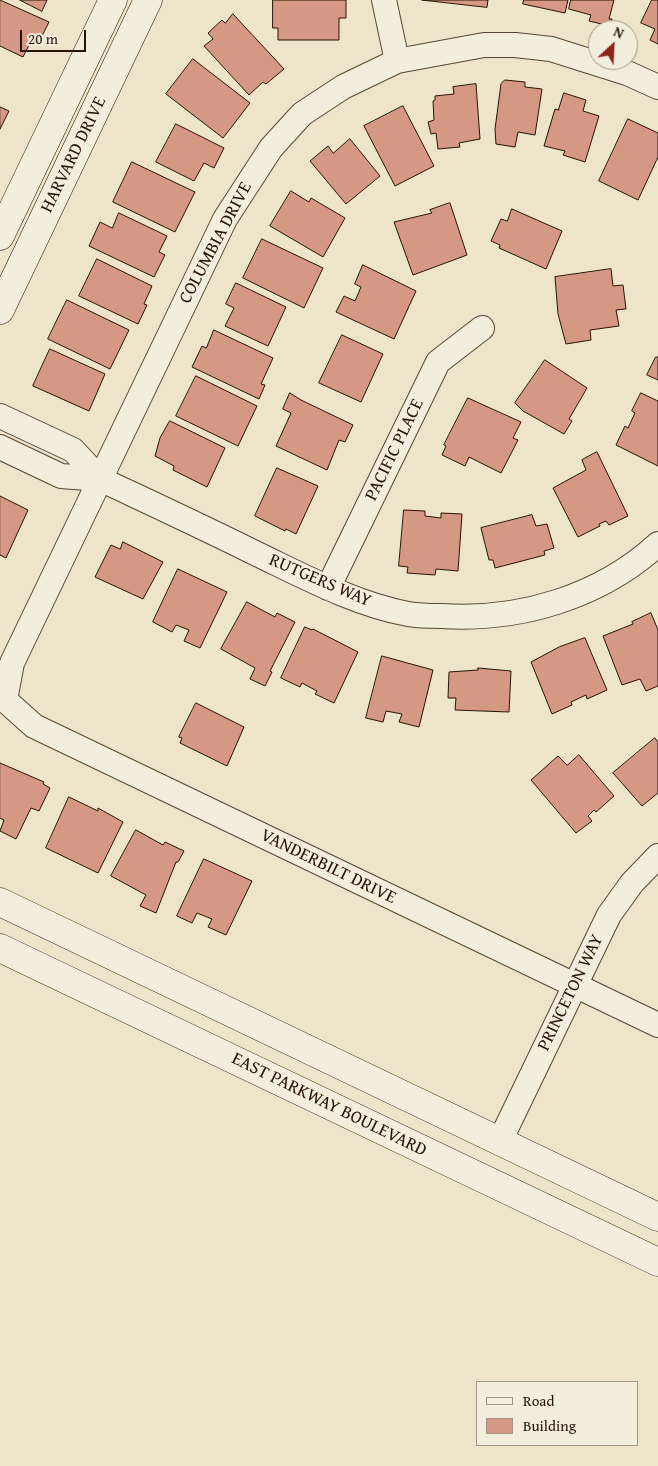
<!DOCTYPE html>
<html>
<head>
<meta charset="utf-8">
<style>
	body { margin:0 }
	#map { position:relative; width:658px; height:1466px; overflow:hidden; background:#ede4ca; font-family:"Gentium Book Plus",serif }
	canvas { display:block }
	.legend { position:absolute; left:476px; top:1381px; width:162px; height:65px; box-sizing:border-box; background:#f3eddd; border:1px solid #a29686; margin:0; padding:6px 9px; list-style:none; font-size:15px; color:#281303 }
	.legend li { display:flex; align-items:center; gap:10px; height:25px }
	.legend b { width:25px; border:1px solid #a29686 }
	.north { position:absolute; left:588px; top:20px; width:50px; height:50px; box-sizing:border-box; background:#f3eddd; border:1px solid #a29686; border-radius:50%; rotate:25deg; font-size:14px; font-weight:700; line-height:20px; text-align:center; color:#281303 }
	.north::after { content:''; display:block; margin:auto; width:18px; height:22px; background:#8f2418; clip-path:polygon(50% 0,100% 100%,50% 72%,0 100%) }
	.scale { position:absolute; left:20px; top:30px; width:66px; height:22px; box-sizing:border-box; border:2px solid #281303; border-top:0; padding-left:6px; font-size:15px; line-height:18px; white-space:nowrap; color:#281303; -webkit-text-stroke:4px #f3eddd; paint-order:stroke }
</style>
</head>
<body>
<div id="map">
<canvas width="658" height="1466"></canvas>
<ul class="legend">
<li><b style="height:6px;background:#f3eddd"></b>Road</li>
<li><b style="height:14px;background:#d49885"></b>Building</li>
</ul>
<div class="north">N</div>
<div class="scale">20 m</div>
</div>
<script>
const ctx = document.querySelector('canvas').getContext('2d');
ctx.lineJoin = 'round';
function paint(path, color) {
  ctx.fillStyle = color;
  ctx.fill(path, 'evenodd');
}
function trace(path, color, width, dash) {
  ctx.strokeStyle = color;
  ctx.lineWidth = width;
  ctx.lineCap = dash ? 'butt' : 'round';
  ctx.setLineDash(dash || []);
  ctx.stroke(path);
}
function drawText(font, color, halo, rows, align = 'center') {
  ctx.font = font + ' "Gentium Book Plus",serif';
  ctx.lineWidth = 5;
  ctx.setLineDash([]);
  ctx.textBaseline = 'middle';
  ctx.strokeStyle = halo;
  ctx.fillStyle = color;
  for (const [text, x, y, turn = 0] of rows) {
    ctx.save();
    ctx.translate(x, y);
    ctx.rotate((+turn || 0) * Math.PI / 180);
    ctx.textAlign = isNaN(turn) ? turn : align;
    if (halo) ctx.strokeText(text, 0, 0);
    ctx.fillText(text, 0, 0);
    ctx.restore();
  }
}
const building = new Path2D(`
	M0,0L49,22L39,42L32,39L23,57L0,46Z
	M20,0H47L42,11Z
	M273,0H346V18H339V40H278V28H273Z
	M422,0H488L487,7Z
	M524,0H568L565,13L523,4Z
	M571,0H614L609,19H612L610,26L589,21L591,15L569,9Z
	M652,0H658V44L650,40L655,29L641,23Z
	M233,14L284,69L266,84L263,82L249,95L204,46L213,39L208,33L222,20L225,23Z
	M193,59L250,103L223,138L166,94Z
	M505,80L525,82V87L542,89L535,135L518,132L515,147L496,144L495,129L501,84Z
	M476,84L480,139L459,143L460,147L438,149L436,133L431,134L428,122L434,120L433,101L435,100V96L454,94L453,87Z
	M564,93L586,100L583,111L599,116L585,162L563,155L565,151L544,146L555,109L558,110Z
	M403,106L434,166L395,186L364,126Z
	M0,107L9,111L0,129Z
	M628,119L658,133V157L638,200L599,181Z
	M176,124L224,148L214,168L204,163L194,181L156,162Z
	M350,139L380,176L346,204L310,161L328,146L333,153Z
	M132,162L195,192L175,232L113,202Z
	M291,191L309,202L311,198L345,218L323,257L270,226Z
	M450,203L467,255L413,275L394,222L432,213L430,210Z
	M512,209L562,231L546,269L499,248L500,245L491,241L501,219L507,221Z
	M119,213L167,236L159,252L165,255L154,277L89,246L100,222L112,228Z
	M262,239L323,268L304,308L243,278Z
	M97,259L152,286L144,304L147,305L138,324L79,296Z
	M363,265L416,291L394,339L336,312L344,296L355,301L361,287L355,284Z
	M611,269L613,286L623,285L626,309L616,310L619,326L590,330L591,340L566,344L558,314L555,277Z
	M236,283L286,307L268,346L225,326L234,308L226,304Z
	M67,300L129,330L110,369L48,339Z
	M214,330L273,358L261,384L265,385L259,399L192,367L202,346L206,348Z
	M342,335L383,354L361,402L319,383Z
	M50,349L105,374L89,411L33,386Z
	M656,357H658V380L647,375Z
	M545,360L587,388L569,419L572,421L564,434L523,411L515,403Z
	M196,376L257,406L238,446L176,416Z
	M290,393L301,400L353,425L345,442L339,440L327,470L276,446L291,413L283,409Z
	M641,393L658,401V466L616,445L625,426L628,428L635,413L632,411Z
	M468,398L521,422L513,438L518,440L501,473L469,457L465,466L442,455L446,446L444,445Z
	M170,421L225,448L207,487L173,470L174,466L155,456L160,438Z
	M597,452L628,516L609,525L606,521L599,524L600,526L578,537L553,488L586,470L582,460Z
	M277,468L318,486L296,534L286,529L285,531L255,516Z
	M0,496L28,510L6,558L0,555Z
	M404,510L425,511V516L441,518V513L462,514L458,571L436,569L435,575L407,573L408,567L399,566Z
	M532,515L536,526L547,524L554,548L544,551L545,555L495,568L493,560H489L481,528Z
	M123,542L163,562L143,599L95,577L111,545L120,549Z
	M178,569L227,592L200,648L184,641L189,630L176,625L172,632L153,622Z
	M247,602L275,617L277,613L295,622L270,671L272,672L265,686L250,679L255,668L221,649Z
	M651,613L658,630V686L646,691L640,679L622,685L603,636L633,624L632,622Z
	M305,627L312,630L313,629L358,652L334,703L315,694L317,691L302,683L300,687L281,678Z
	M585,638L607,690L587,699L586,695L571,702L572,705L552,714L531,662L559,647Z
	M382,656L433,670L419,727L399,722L402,714L386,711L383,722L366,718Z
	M478,668L511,671L509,712L455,710L456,698H448L449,672L478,670Z
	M196,703L244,727L227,766L180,743L182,738L179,737Z
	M655,738L658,742V793L642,806L613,773Z
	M579,755L614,796L596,812L594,810L588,816L592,821L576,833L531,780L558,756L567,765Z
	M0,763L44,782L43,784L50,788L39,811L31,808L16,839L0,831L4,820L0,818Z
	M69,797L98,811V808L123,822L98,873L46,848Z
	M136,830L163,845L165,842L184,851L178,862H176L156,913L140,906L146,895L111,876Z
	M204,859L252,881L226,935L208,927L212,919L197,913L192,923L177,916Z`);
paint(building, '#d49885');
trace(building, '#281303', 1);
const street = new Path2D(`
	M384,0L397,61
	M658,87L627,73L551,49L515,45H484L397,61L343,87L302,114L271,148L225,219L12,663L5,700L34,726L658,1025
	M0,416L73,450L100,479
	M0,447L61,476L100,479C153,504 205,528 257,554C305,577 355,604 408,614C419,616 431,616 442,616C520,621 600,597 658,544
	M328,588L438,362L482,328
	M500,1141L609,915L632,883L658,856`);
const secondary = new Path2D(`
	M0,236L113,0
	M0,310L148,0
	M0,902L658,1217
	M0,948L658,1262`);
trace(street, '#594735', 26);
trace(secondary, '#281303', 29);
trace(street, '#f3eddd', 24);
trace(secondary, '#f3eddd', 28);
drawText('18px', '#281303', '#f3eddd', [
	["HARVARD DRIVE",74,155,-64],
	["COLUMBIA DRIVE",216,243,-62],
	["PACIFIC PLACE",395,450,-64],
	["RUTGERS WAY",320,581,23],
	["VANDERBILT DRIVE",328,867,26],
	["PRINCETON WAY",571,993,-64],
	["EAST PARKWAY BOULEVARD",329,1105,26]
]);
</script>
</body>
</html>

**REQUIREMENT**
Go through the data above and find the lines with the word "canvas". Copy each of those lines.

**RESULT OF THE TASK**
	canvas { display:block }
<canvas width="658" height="1466"></canvas>
const ctx = document.querySelector('canvas').getContext('2d');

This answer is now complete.